After what feels like 1,000 years of being stuck at 1,223, my MetLife queue goes through—and there are literally no tickets available. Not one. Why Ticketmaster made me wait in the queue for an hour for a sold-out show is just one of many reasons that I am now a single-issue voter and it is burning Ticketmaster to the ground and dancing on its ashes. Perhaps politics as normal aren’t up to the task. 

4:00 p.m.

The second line defenders finish their useless meetings and decide to try their luck with the Nashville and Denver queues. We plot out vacation dates and flights. We know this is all just coping at this point. The defenders get through, but tickets disappear as soon as they add them to their cart. As tickets slip away, so does my will to proceed. My fervor is extinguished. I will never see Taylor Swift live. I will never scream, “It’s me, hi, I’m the problem, it’s me” with my sequin-clad princess and a bunch of teens in a football stadium. Life is meaningless. I await death. Which is, as I am oft reminded in moments like these, inevitable. 

5:00 p.m.

But the radical spirit is tough to break. My group has worked out a "hack"—Ticketmaster lets you wait in more than one queue at once, as long as you keep the queue open in a different tab. Idiots! Why didn’t we realize this sooner. This explains how bots have managed to steal all the tickets and sell them for $12,000 on StubHub. But we are just as smart and driven as the soulless robots and we will beat this system, too. We decide to try for the LA shows, because Taylor is worth a cross-country flight. But now I have to meet someone for a drink and I’m not optimistic the West Coast queues will treat us better, so I opt out. 

6:30 p.m.

I look at my phone during drinks and have hundreds of notifications. In my absence, my friends have booked two pairs of tickets for separate shows in Los Angeles. A third friend has also purchased three $500 tickets on StubHub for the Philly show. I have no idea whose cards these are all going on. We decide to try for the general sale on Friday morning anyway, in case the StubHub tickets are fake and we can get real Philly tickets.

I light a candle for Taylor—my heart is battered, but still pure. 

November 17, 2022

The cowards at Ticketmaster cancel the general sale. “We had no idea how many people would try to get tickets!” they claim, despite the fact that Taylor Swift is the biggest star on the planet and if you even lightly criticize her on Twitter at least 7 million people will jump into your mentions and tell you to kill yourself. 

Idiots! 

There is a brief public reckoning. Members of Congress call out the LiveNation/Ticketmaster monopoly. Swifties threaten to dismantle the company by hand. Taylor is mostly silent, but many of us in the community hope she is preparing a warrior’s response.
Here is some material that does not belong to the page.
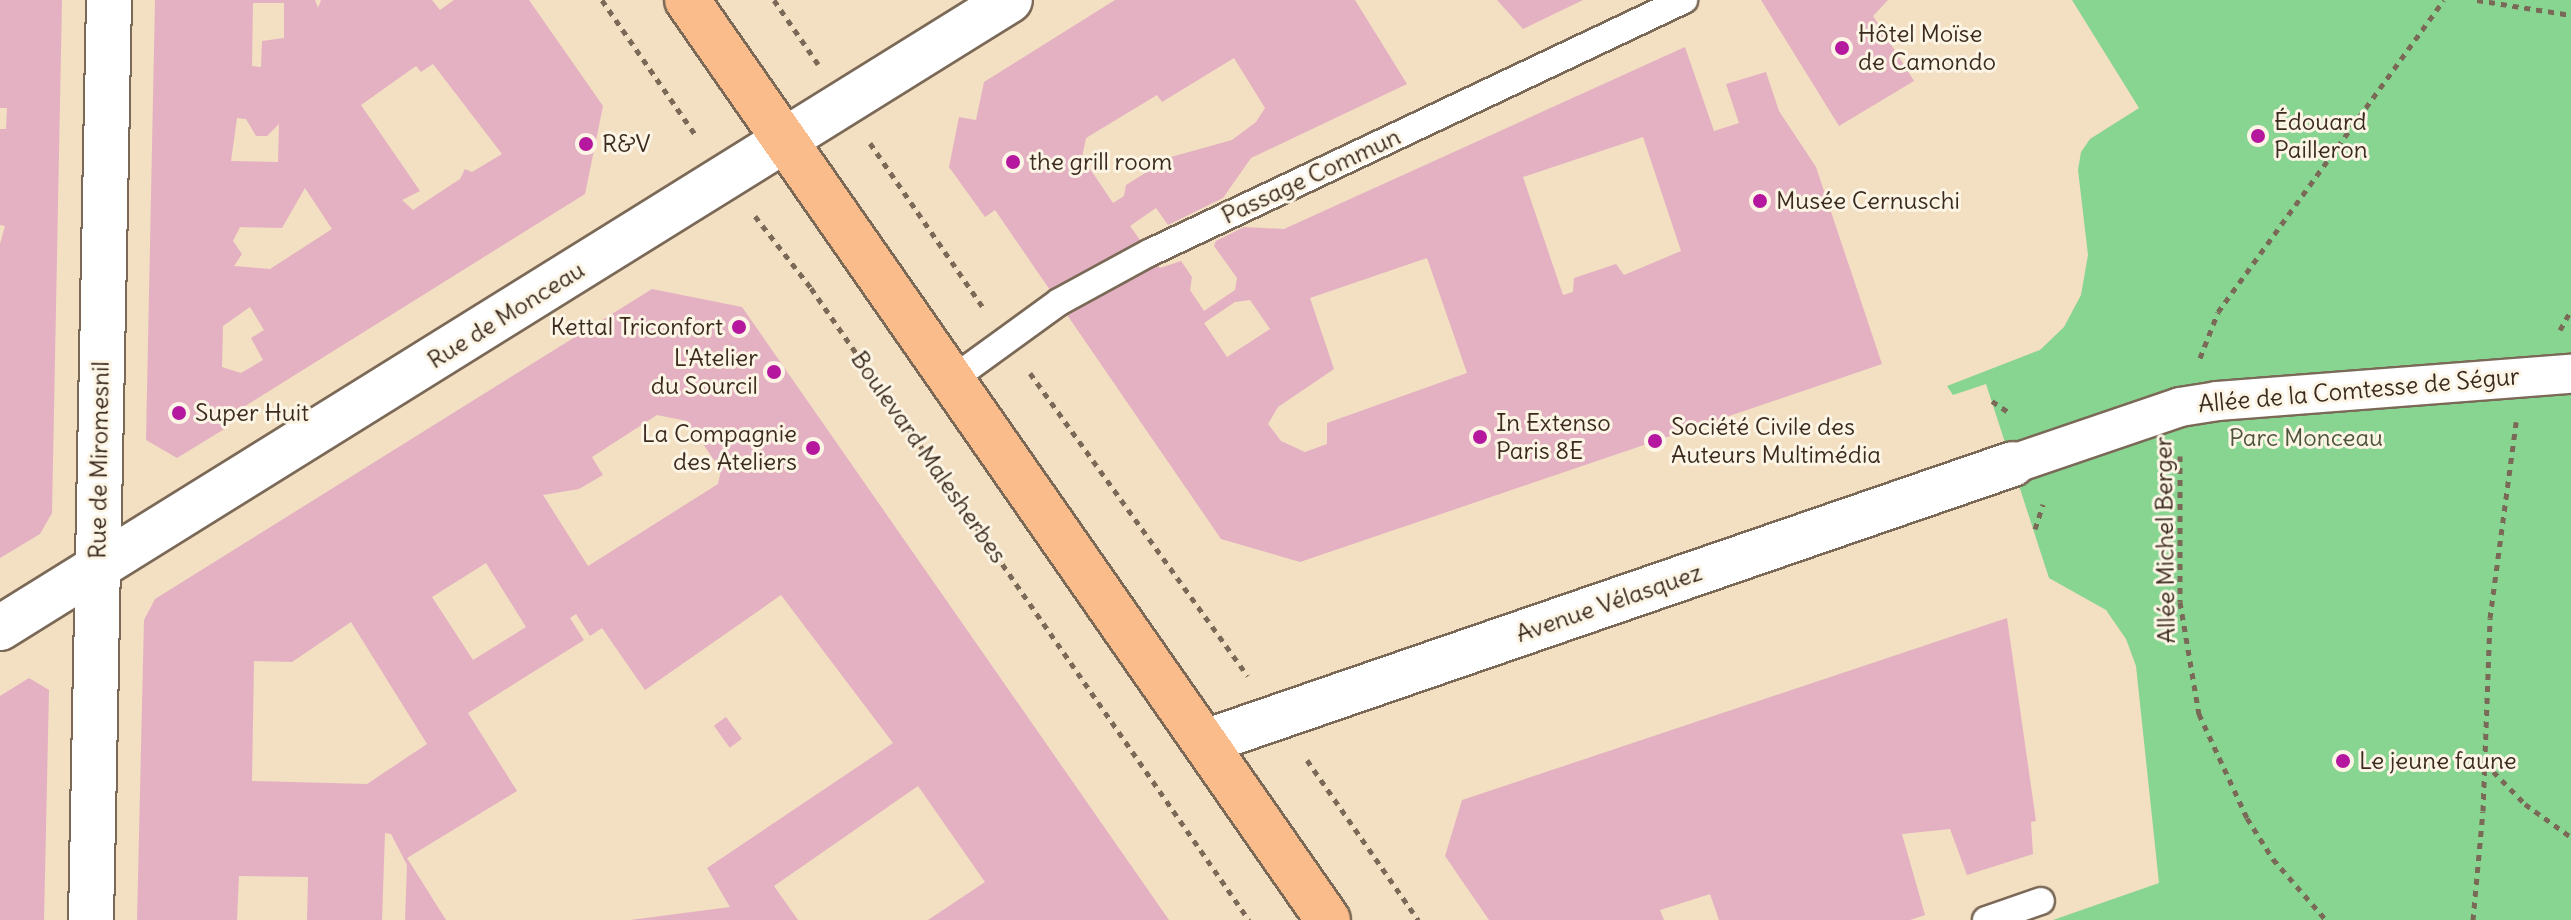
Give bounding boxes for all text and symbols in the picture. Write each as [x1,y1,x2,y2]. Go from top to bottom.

Perhaps the silence is saying all that’s needed—go forth my valkyries!

As for the valiant group chat, there are at least some tickets at hand, even if they require us to fly across the country and attend separate concerts. We knew not everyone would make it to the promised land. We do not know if the StubHub tickets are real, or how many months it will take to pay them off, but we await them eagerly. It has been a difficult journey, and there are still miles to go. But we will see Taylor…In this world or the next!

And soon enough, apparently, we will have our day in court!